Postby Lenoxus » Fri Jun 01, 2012 12:25 am UTC

BlueSoxSWJ wrote:
Lenoxus wrote:
Spoiler:
I think I can come up with a quicker method, though. Instead of guessing randomly on Minute n, why not guess Color n on the first minute? The overall rate of success should be the same either way.


Spoiler:
Actually, this can even be improved. The signaller agrees to guess n immediately. Everyone else knows the signaller's color, and thus can assume the signaller guesses correctly (since otherwise, the team has lost already). They can then assume the 19 people minus the signaller sum to n mod 5, n being the signaller's color. From there, they can figure out their own. That means, with a 20% win rate, everyone can guess immediately. It's like the "find your own name in n boxes with n/2 guesses" problem, where the optimal strategy makes either everyone fail or everyone succeed.


I feel like there's something wrong with this but can't put my finger on it.
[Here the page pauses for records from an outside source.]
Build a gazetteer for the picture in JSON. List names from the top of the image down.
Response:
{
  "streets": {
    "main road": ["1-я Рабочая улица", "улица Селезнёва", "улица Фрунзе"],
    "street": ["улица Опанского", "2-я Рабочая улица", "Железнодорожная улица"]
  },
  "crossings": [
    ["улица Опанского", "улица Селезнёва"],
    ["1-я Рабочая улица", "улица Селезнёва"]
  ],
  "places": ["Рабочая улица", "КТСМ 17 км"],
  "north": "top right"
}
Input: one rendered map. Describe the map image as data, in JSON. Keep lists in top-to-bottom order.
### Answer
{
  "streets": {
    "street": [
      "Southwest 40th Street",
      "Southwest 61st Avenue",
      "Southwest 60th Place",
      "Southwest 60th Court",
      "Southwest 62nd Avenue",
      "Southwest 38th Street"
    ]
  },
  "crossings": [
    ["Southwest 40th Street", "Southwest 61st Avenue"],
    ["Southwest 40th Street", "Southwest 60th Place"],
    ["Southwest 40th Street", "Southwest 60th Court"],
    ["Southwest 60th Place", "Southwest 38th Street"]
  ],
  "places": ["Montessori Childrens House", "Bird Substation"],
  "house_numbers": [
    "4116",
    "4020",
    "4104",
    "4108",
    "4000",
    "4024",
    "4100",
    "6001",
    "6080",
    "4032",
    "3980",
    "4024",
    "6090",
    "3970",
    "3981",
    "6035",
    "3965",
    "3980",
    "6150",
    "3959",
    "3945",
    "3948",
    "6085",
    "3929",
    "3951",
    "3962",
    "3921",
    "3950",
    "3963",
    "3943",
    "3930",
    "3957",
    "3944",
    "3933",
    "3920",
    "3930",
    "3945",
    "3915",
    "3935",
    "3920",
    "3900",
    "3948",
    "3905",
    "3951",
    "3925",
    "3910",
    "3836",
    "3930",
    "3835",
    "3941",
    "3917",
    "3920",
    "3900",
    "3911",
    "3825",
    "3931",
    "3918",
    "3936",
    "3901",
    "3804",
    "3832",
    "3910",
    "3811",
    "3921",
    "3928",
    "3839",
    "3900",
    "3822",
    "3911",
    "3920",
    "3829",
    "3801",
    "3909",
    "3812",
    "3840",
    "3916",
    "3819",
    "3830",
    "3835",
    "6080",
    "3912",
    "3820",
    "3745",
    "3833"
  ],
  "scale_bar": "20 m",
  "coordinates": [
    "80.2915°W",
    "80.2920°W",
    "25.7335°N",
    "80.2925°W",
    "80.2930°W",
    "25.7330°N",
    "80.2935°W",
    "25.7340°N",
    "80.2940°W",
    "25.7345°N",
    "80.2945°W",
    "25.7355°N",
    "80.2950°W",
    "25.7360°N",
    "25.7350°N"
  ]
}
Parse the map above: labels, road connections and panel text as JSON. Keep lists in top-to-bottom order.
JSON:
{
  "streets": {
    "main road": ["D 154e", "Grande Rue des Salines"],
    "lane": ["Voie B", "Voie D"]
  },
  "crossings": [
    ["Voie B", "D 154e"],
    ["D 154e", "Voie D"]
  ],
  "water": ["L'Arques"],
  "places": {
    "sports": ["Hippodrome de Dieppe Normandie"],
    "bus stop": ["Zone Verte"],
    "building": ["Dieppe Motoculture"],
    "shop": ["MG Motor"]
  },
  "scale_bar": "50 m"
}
It's like I'm in the same position as the people who respond to the original puzzle with "But the Guru didn't tell them anything!" But indeed, it must be correct.

Spoiler:
Aha, I know what my issue is! It's that the game as I phrased it has such high stakes that if you're willing to risk one bad guess, you may as well risk a bunch more than that. (Or to be more precise, those "other" bad guesses won't ever happen because of the game ending.) It feels weird but it has to work that way. Also, I failed to clarify whether or not, in a hypothetical version where you are allowed bad guesses with a simple penalty of extra points (rather than it just ending the game), you would be able to see what the incorrect players had guessed. If you are, then my previous strategy is probably better; you first wait for the signaler's guess, be it right or wrong, then base your action on it.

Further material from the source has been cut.